Thoth is motivated by today's context in which the quantity of digital images and videos available on-line continues to grow at a phenomenal speed. The main objectives of the team are: (i) designing and learning structured models capable of representing this visual information; (ii) learning visual models from minimal supervision or unstructured meta-data; and (iii) large-scale learning and optimization. An additional focus of Thoth is on collection of appropriate datasets and design of accompanying evaluation protocols.
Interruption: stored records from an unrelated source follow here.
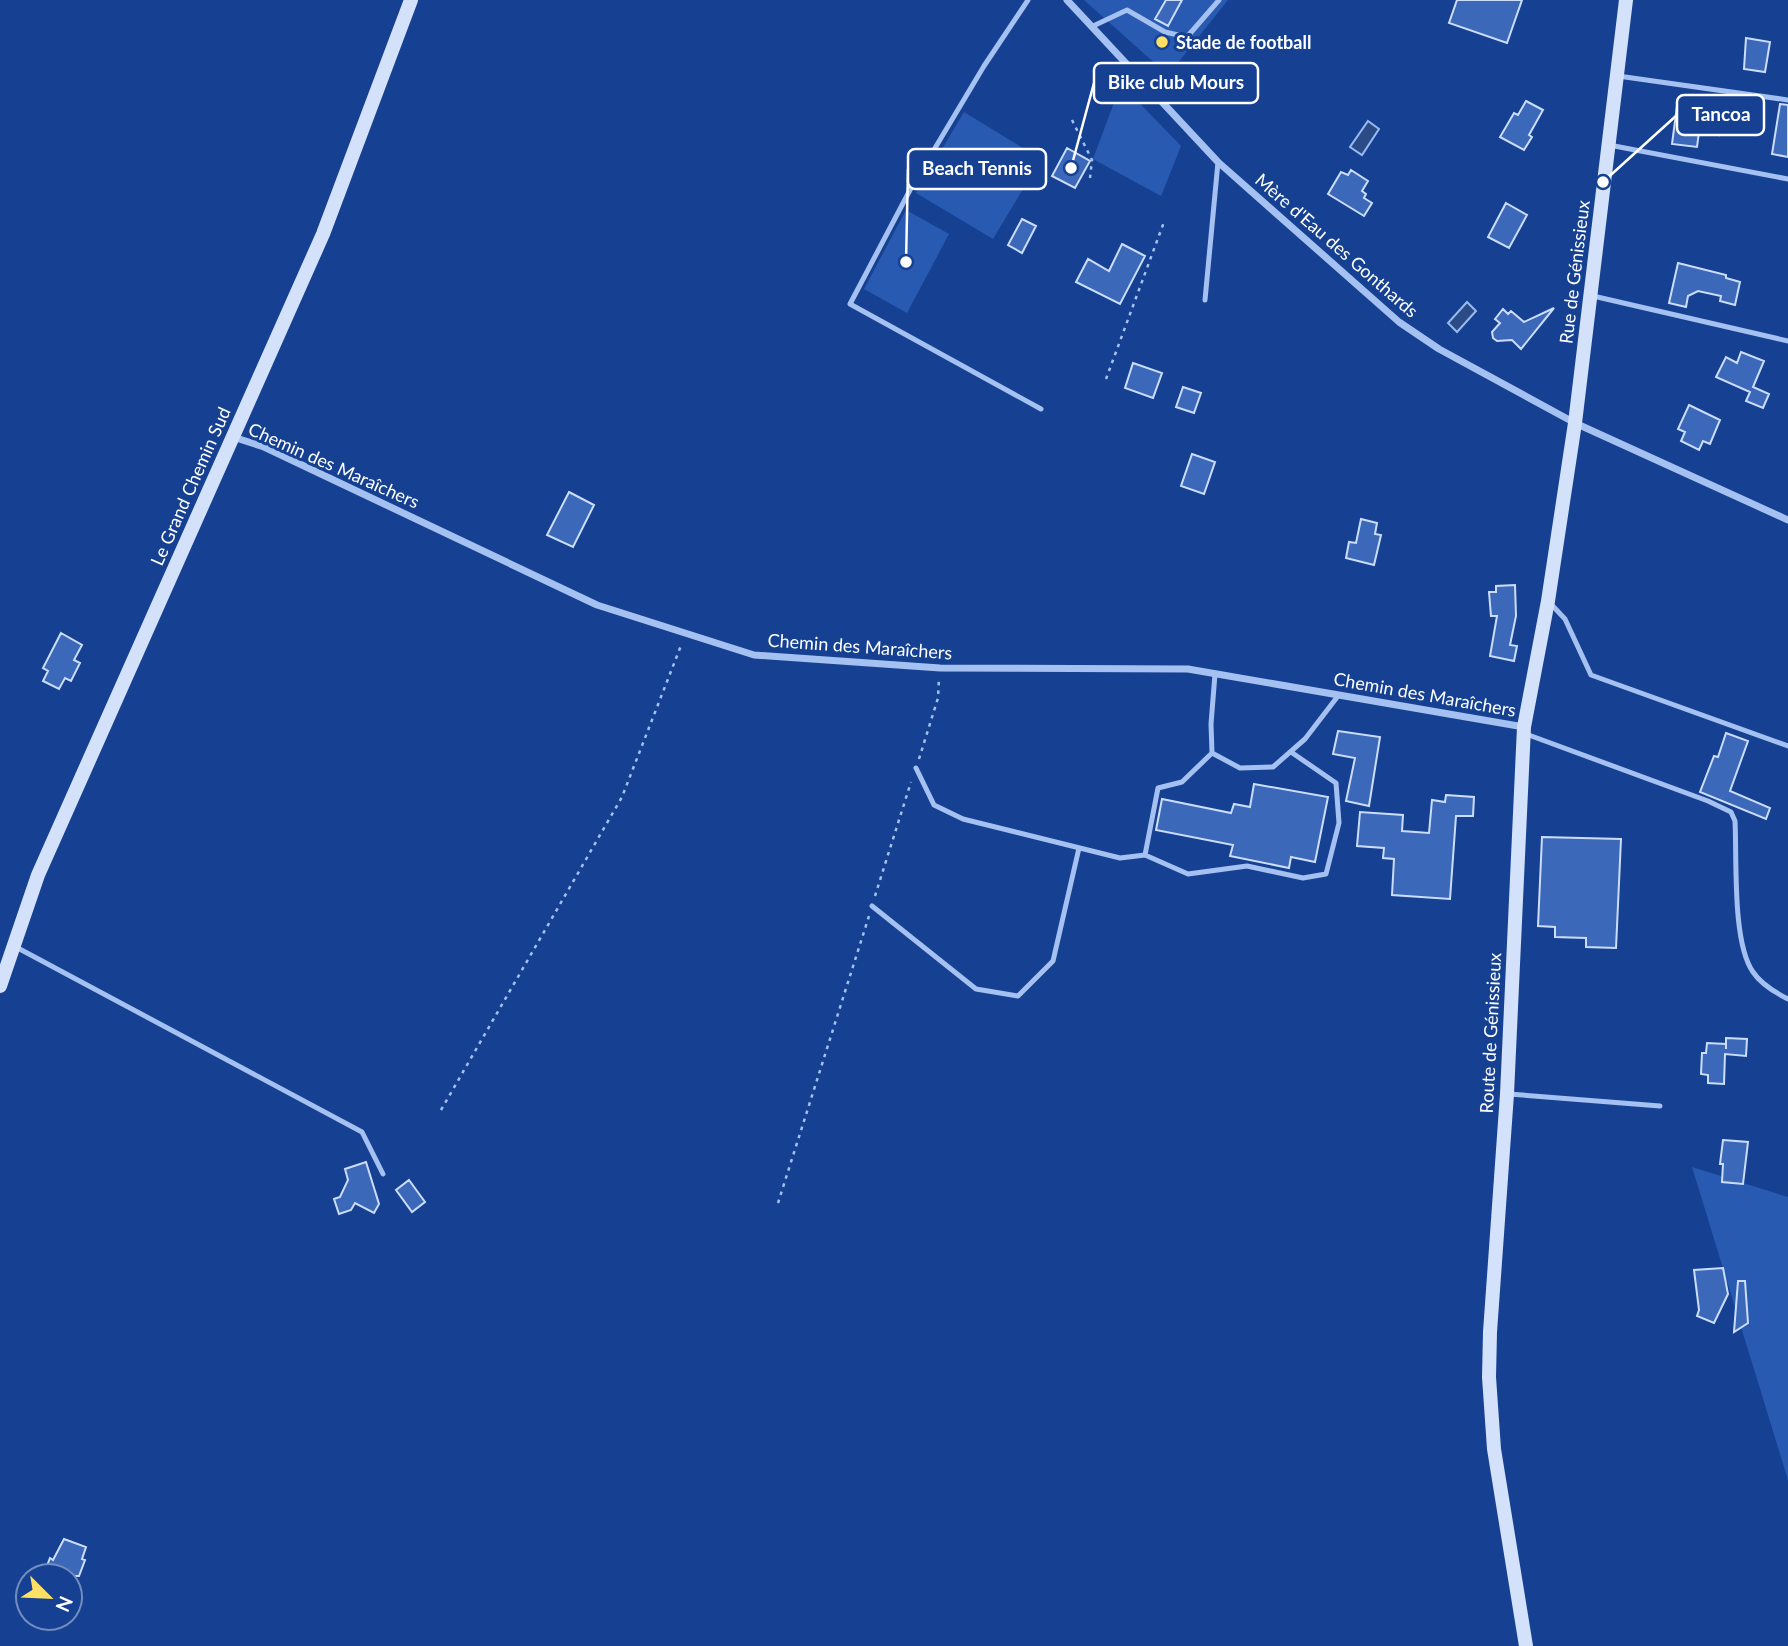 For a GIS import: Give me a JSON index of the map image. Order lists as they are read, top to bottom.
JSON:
{
  "streets": {
    "street": [
      "Mère d'Eau des Gonthards",
      "Rue de Génissieux",
      "Chemin des Maraîchers",
      "Le Grand Chemin Sud",
      "Route de Génissieux"
    ]
  },
  "crossings": [
    ["Mère d'Eau des Gonthards", "Rue de Génissieux"],
    ["Mère d'Eau des Gonthards", "Route de Génissieux"],
    ["Rue de Génissieux", "Route de Génissieux"],
    ["Chemin des Maraîchers", "Le Grand Chemin Sud"],
    ["Chemin des Maraîchers", "Route de Génissieux"]
  ],
  "places": [
    "Stade de football",
    "Bike club Mours",
    "Tancoa",
    "Beach Tennis"
  ],
  "north": "bottom right"
} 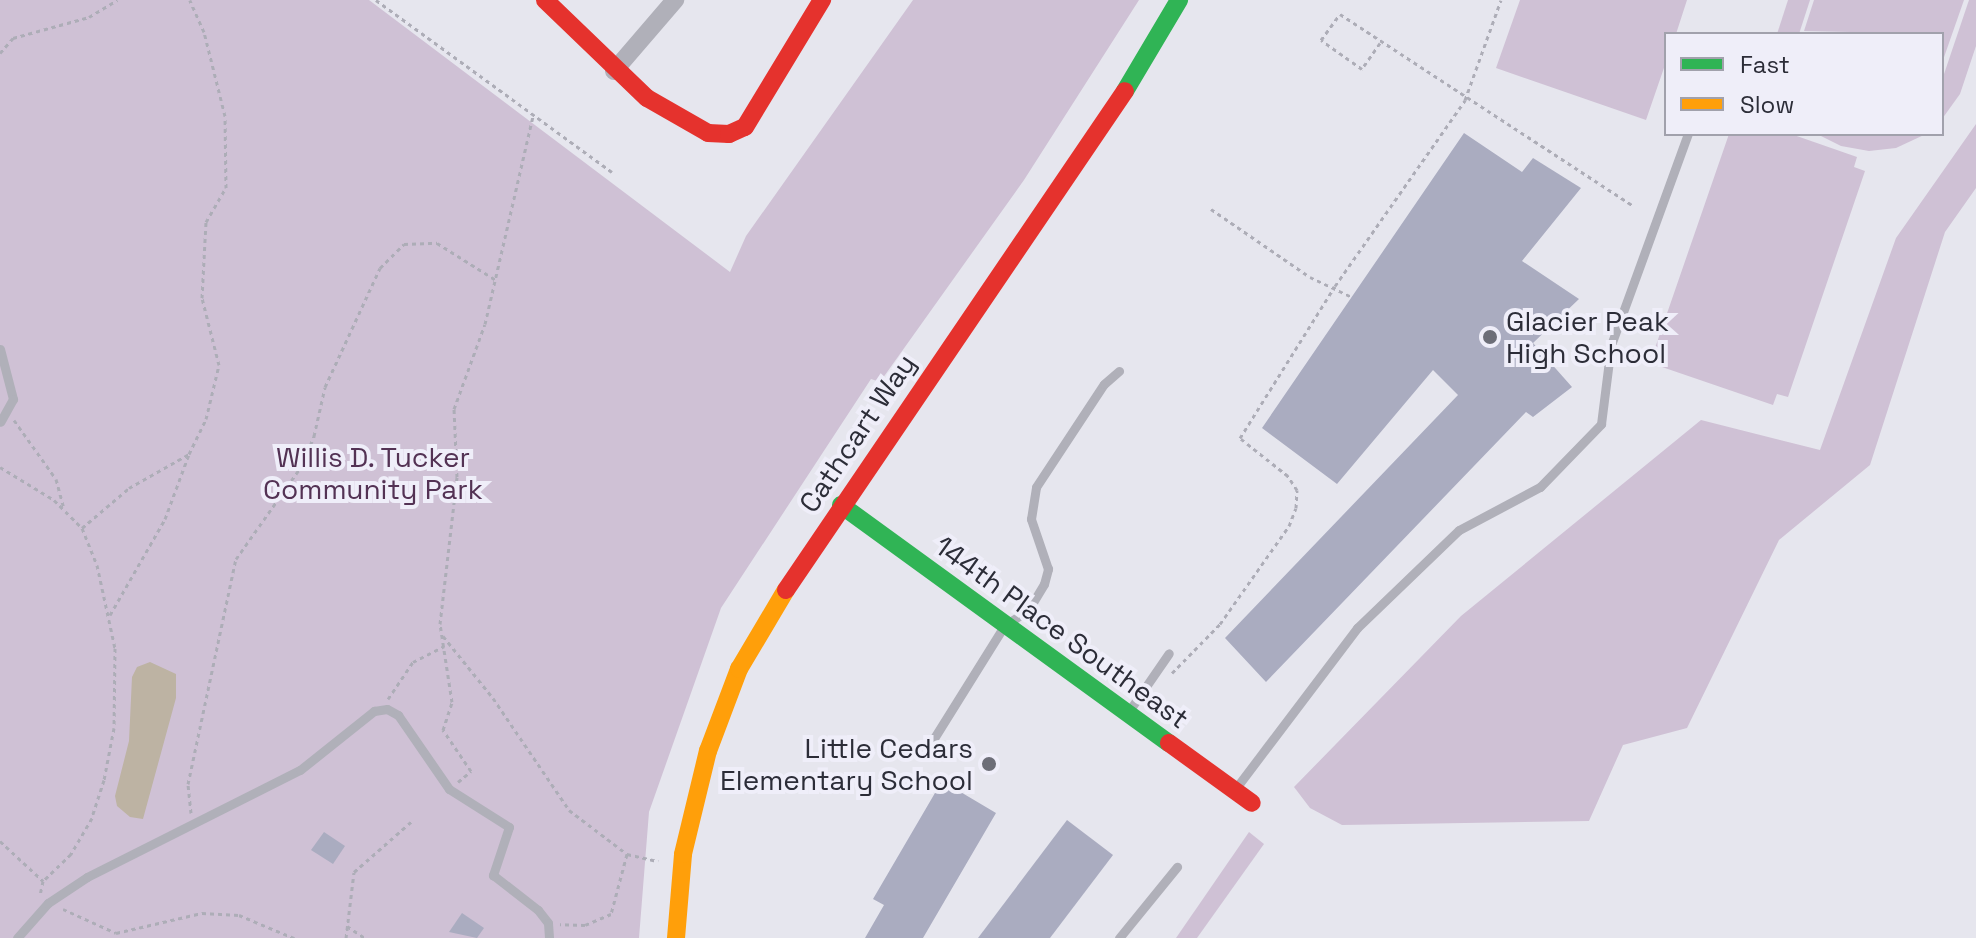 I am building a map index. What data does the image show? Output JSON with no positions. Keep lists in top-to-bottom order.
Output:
{
  "streets": {
    "main road": ["Cathcart Way", "144th Place Southeast"]
  },
  "crossings": [
    ["Cathcart Way", "144th Place Southeast"]
  ],
  "parks": ["Willis D. Tucker Community Park"],
  "places": ["Glacier Peak High School", "Little Cedars Elementary School"],
  "legend": ["Fast", "Slow"]
} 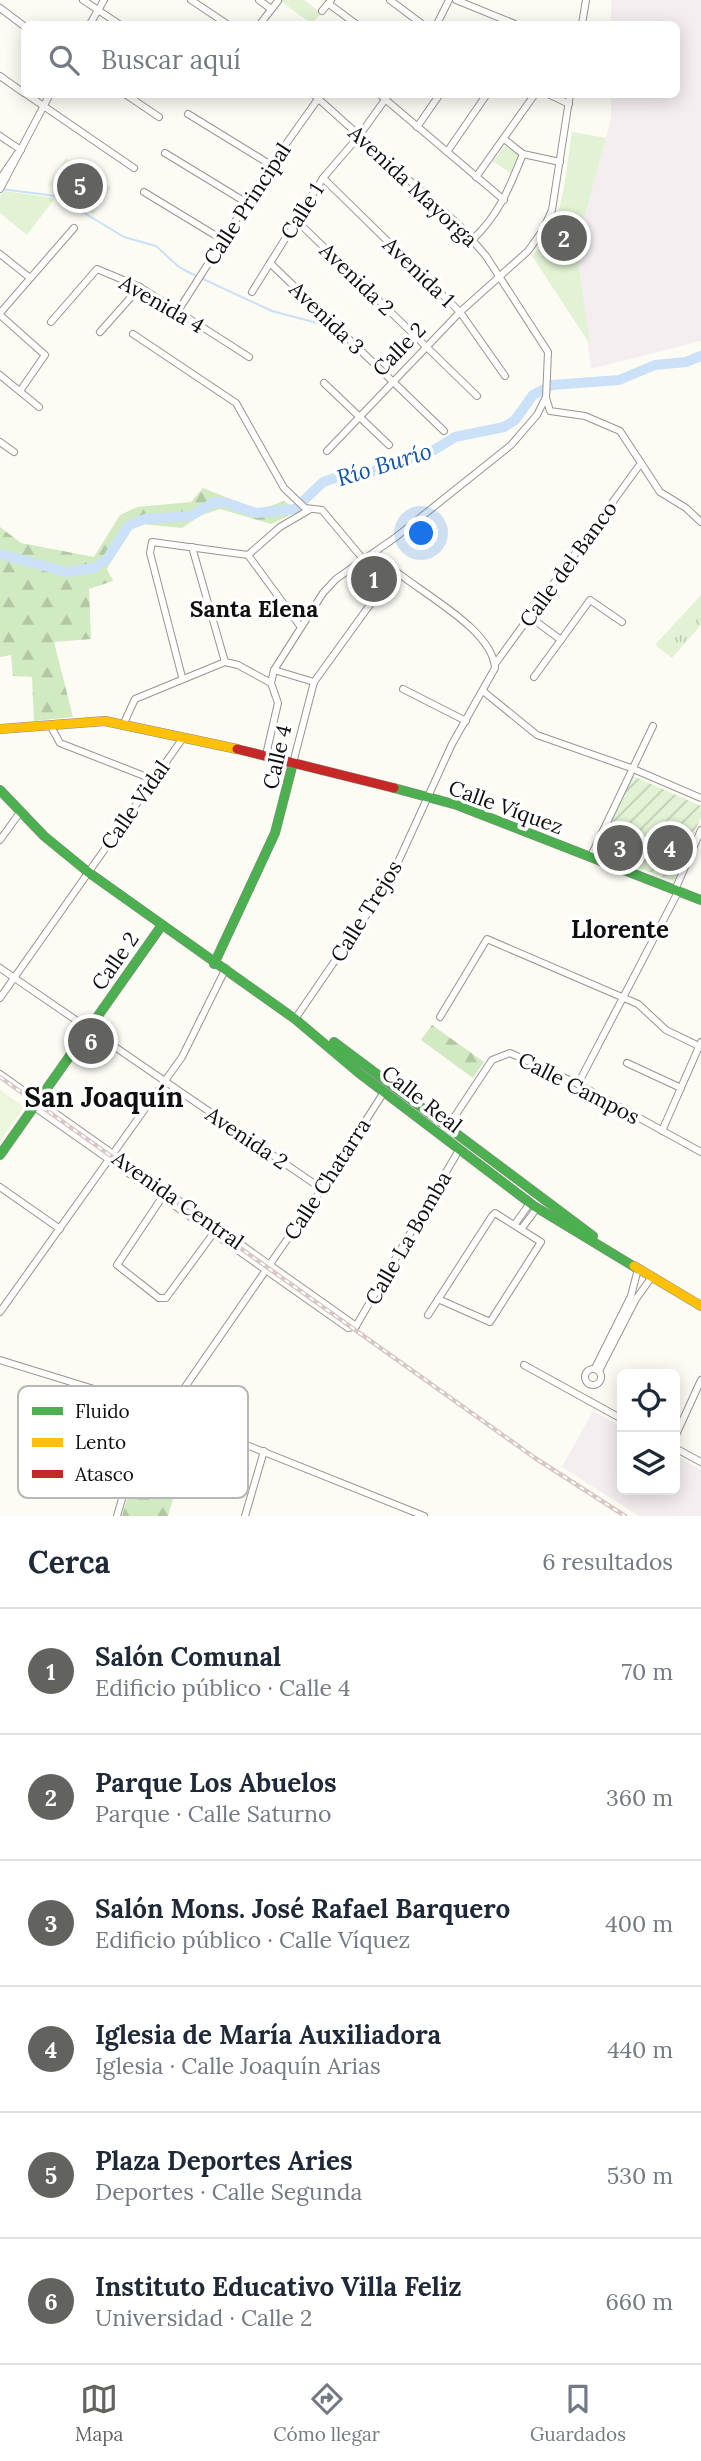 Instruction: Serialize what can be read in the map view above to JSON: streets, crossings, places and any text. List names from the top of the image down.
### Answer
{
  "streets": {
    "main road": [
      "Calle 2",
      "Calle 4",
      "Calle Víquez",
      "Calle Real"
    ],
    "street": [
      "Avenida Mayorga",
      "Calle Principal",
      "Calle 1",
      "Avenida 1",
      "Avenida 2",
      "Avenida 4",
      "Avenida 3",
      "Calle del Banco",
      "Calle Vidal",
      "Calle Trejos",
      "Calle Campos",
      "Calle Chatarra",
      "Avenida Central",
      "Calle La Bomba"
    ]
  },
  "crossings": [
    ["Avenida Mayorga", "Calle 1"],
    ["Avenida Mayorga", "Calle 2"],
    ["Calle Principal", "Avenida 4"],
    ["Calle 1", "Avenida 1"],
    ["Calle 1", "Avenida 2"],
    ["Calle 1", "Avenida 3"],
    ["Avenida 1", "Calle 2"],
    ["Avenida 2", "Calle 2"],
    ["Avenida 2", "Calle Vidal"],
    ["Avenida 2", "Calle Chatarra"],
    ["Avenida 3", "Calle 2"],
    ["Calle 2", "Calle Real"],
    ["Calle 2", "Avenida Central"],
    ["Calle del Banco", "Calle Trejos"],
    ["Calle 4", "Calle Víquez"],
    ["Calle 4", "Calle Real"],
    ["Calle Vidal", "Calle Víquez"],
    ["Calle Vidal", "Calle Real"],
    ["Calle Víquez", "Calle Trejos"],
    ["Calle Trejos", "Calle Real"],
    ["Calle Campos", "Calle Real"],
    ["Calle Real", "Calle Chatarra"],
    ["Calle Real", "Calle La Bomba"],
    ["Calle Chatarra", "Avenida Central"],
    ["Avenida Central", "Calle La Bomba"]
  ],
  "districts": ["Santa Elena", "Llorente", "San Joaquín"],
  "water": ["Río Burío"],
  "legend": ["Fluido", "Lento", "Atasco"],
  "page": {
    "search": "Buscar aquí",
    "pins": [
      "5",
      "2",
      "1",
      "3",
      "4",
      "6"
    ],
    "heading": ["Cerca", "6 resultados"],
    "list": [
      {
        "mark": "1",
        "name": "Salón Comunal",
        "note": "Edificio público · Calle 4",
        "value": "70 m"
      },
      {
        "mark": "2",
        "name": "Parque Los Abuelos",
        "note": "Parque · Calle Saturno",
        "value": "360 m"
      },
      {
        "mark": "3",
        "name": "Salón Mons. José Rafael Barquero",
        "note": "Edificio público · Calle Víquez",
        "value": "400 m"
      },
      {
        "mark": "4",
        "name": "Iglesia de María Auxiliadora",
        "note": "Iglesia · Calle Joaquín Arias",
        "value": "440 m"
      },
      {
        "mark": "5",
        "name": "Plaza Deportes Aries",
        "note": "Deportes · Calle Segunda",
        "value": "530 m"
      },
      {
        "mark": "6",
        "name": "Instituto Educativo Villa Feliz",
        "note": "Universidad · Calle 2",
        "value": "660 m"
      }
    ],
    "nav": ["Mapa", "Cómo llegar", "Guardados"]
  }
} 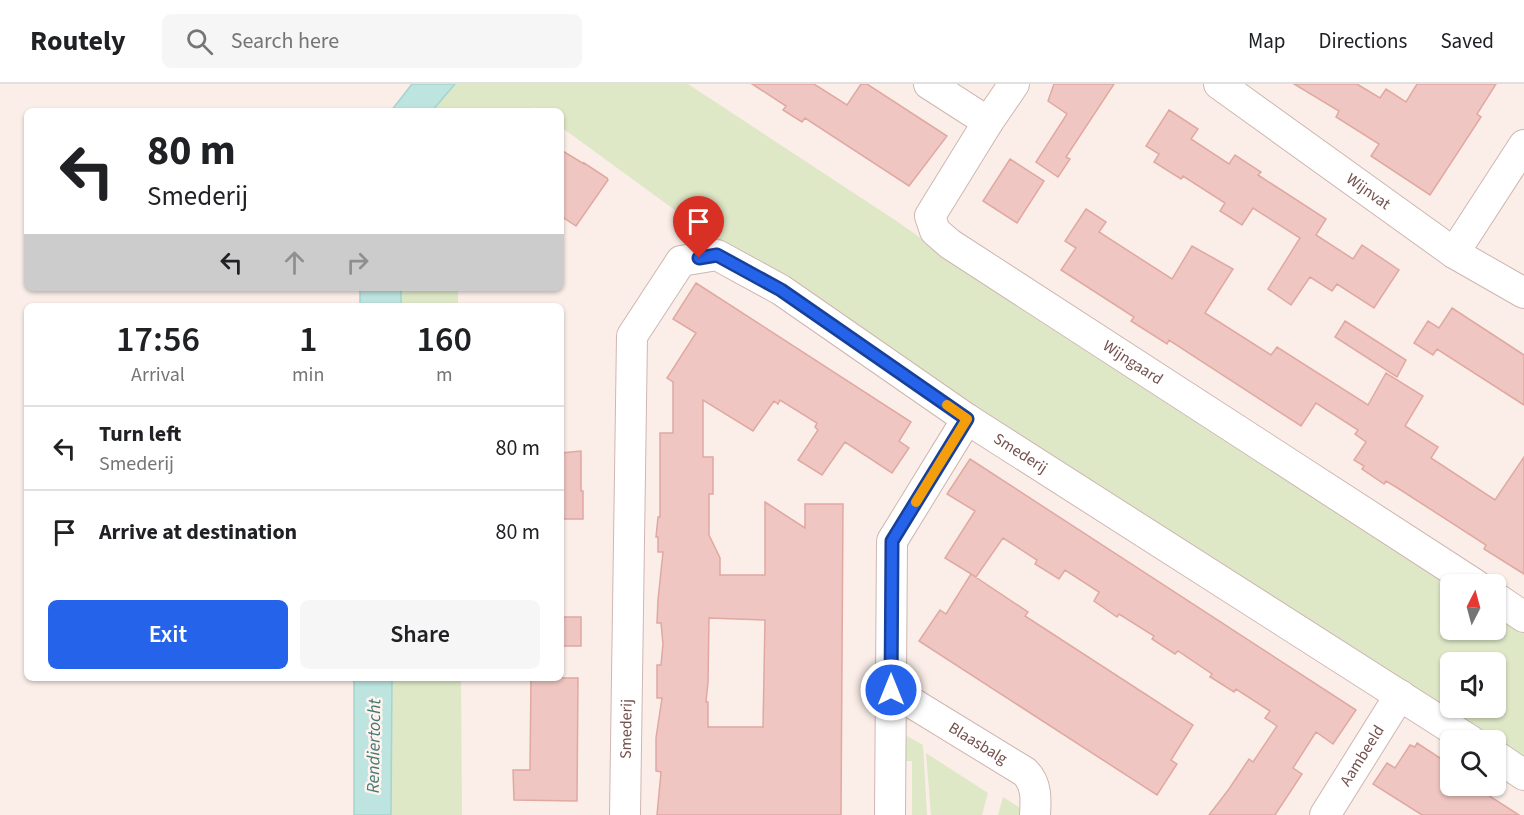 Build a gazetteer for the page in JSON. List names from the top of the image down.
{
  "streets": {
    "street": [
      "Wijnvat",
      "Wijngaard",
      "Smederij",
      "Blaasbalg",
      "Aambeeld"
    ]
  },
  "crossings": [
    ["Smederij", "Aambeeld"]
  ],
  "water": ["Rendiertocht"],
  "north": "top",
  "page": {
    "header": "Routely",
    "search": "Search here",
    "nav": ["Map", "Directions", "Saved"],
    "turn": ["80 m", "Smederij"],
    "eta": [
      "17:56",
      "Arrival",
      "1",
      "min",
      "160",
      "m"
    ],
    "list": [
      {
        "name": "Turn left",
        "note": "Smederij",
        "value": "80 m"
      },
      {
        "name": "Arrive at destination",
        "value": "80 m"
      }
    ],
    "buttons": ["Exit", "Share"]
  }
}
For more information see our research description page, and annual reports of 2015, 2014, 2013, 2012, 2011, 2010, 2009, 2008, 2007, 2006, 2005, 2004, 2003.

Highlights

2016

Facebook logo THOTH is one of the recipients of a hardware donation in the Facebook AI Research Partnership Program.
ERC logo Julien Mairal was awarded one of the ERC starting grants 2016.
Cordelia Schmid was awarded the Longuet-Higgins Prize at CVPR 2016 for the paper co-authored with Svetlana Lazebnik (University of Illinois at Urbana-Champaign) and Jean Ponce (ENS Paris/Inria) entitled "Beyond bags of features: spatial pyramid matching for recognizing natural scene categories".
We organized a Symposium on Computer Vision and Deep Learning on June 9th. Check the program and slides.
Cordelia Schmid has received the Humboldt Research Award, granted by the Alexander von Humboldt Foundation. More details here.
Robotics Institute, CMU Our new associate team GAYA in collaboration with the Robotics Institute, CMU has started.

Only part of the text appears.